In dichiarazioni alla stampa, Čeferin ha affermato che i tifosi, e persino gli addetti ai lavori e i professionisti, non riescono più a comprendere chiaramente l'interpretazione di alcune decisioni arbitrali da una partita all'altra, aggiungendo: "A volte i tifosi non riescono a capire le diverse interpretazioni delle regole da una partita all'altra, e anch'io non capisco più nulla di ciò che sta accadendo".
Il presidente dell'UEFA si è soffermato su uno dei casi più controversi nel calcio moderno, ovvero i falli di mano in area di rigore, ritenendo che le attuali regole manchino di chiarezza. Ha dichiarato: "Nei casi di falli di mano nessuno capisce la natura del gioco, è rigore o no? Era intenzionale o no? Come si può determinare?".

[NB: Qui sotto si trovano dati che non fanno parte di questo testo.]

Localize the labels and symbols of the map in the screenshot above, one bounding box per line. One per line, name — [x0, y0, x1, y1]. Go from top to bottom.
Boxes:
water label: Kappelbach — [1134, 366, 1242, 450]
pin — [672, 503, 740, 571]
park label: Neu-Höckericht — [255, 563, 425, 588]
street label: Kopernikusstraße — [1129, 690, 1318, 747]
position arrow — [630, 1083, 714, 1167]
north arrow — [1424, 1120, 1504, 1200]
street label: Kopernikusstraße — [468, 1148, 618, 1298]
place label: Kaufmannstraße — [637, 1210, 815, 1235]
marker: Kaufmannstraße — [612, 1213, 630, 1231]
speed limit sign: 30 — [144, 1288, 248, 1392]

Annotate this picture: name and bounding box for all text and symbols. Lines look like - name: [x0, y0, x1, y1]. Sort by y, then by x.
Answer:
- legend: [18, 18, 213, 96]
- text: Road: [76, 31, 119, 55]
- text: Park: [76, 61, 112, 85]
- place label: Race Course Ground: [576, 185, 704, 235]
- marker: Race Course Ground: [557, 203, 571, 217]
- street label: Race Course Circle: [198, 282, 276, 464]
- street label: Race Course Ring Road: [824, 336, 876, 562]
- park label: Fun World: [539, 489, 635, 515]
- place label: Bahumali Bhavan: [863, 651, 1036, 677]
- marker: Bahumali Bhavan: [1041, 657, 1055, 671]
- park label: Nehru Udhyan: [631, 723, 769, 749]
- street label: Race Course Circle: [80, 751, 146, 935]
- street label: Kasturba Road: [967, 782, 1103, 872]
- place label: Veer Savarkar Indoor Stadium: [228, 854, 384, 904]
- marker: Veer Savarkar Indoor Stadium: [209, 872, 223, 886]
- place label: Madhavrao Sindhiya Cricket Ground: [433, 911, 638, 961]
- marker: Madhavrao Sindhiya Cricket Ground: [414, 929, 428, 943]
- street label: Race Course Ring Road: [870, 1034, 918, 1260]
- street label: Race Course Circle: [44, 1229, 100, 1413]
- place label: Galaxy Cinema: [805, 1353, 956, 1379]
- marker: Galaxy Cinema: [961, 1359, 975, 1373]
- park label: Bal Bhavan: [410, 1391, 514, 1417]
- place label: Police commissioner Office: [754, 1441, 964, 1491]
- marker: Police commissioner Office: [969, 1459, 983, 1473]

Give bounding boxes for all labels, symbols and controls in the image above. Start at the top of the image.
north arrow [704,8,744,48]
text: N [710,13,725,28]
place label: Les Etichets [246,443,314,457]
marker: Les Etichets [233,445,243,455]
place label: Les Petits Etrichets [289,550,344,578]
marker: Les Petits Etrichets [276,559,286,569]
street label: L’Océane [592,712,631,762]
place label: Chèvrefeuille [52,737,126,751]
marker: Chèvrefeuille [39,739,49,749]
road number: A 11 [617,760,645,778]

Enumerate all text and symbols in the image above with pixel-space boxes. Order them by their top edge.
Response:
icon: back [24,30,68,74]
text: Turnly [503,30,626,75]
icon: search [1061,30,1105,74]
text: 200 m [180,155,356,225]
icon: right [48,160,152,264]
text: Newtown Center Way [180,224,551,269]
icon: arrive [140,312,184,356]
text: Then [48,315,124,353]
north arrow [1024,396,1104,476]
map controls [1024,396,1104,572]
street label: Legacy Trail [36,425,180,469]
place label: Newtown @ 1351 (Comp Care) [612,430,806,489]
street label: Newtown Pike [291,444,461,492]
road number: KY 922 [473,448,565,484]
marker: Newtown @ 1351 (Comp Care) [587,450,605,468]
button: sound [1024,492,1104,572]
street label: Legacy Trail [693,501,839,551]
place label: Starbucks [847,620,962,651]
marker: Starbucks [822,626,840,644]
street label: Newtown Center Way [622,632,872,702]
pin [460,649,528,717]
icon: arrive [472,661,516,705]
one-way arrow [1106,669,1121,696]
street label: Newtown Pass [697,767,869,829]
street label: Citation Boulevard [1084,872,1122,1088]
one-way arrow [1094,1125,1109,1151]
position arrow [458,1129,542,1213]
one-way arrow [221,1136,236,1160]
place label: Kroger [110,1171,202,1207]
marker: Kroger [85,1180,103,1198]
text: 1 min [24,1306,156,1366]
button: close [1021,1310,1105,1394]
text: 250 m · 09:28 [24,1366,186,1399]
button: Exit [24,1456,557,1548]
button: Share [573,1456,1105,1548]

In un riferimento diretto al crescente dibattito sull'uso del Video Assistant Referee (VAR), Čeferin ha sottolineato che il ruolo dell'arbitro in campo deve rimanere centrale nella decisione. Ha affermato: "L'arbitro in campo è colui che prende la decisione, e la tecnologia video dovrebbe intervenire solo in caso di un errore chiarissimo".
Il presidente dell'UEFA ha anche criticato la lunga durata delle interruzioni causate dalla revisione delle immagini, ritenendo che ciò danneggi il ritmo della partita. Ha aggiunto: "Gli interventi dovrebbero essere brevi, non come a volte accade in Spagna o in Inghilterra, dove la partita si ferma per un massimo di 15 minuti per rivedere un singolo episodio".
Queste dichiarazioni riflettono l'entità del dibattito in corso negli ambienti calcistici sull'efficacia della tecnologia video, specialmente nelle grandi competizioni come la Champions League, dove le critiche aumentano riguardo all'uniformità degli standard arbitrali tra i diversi campionati e tornei.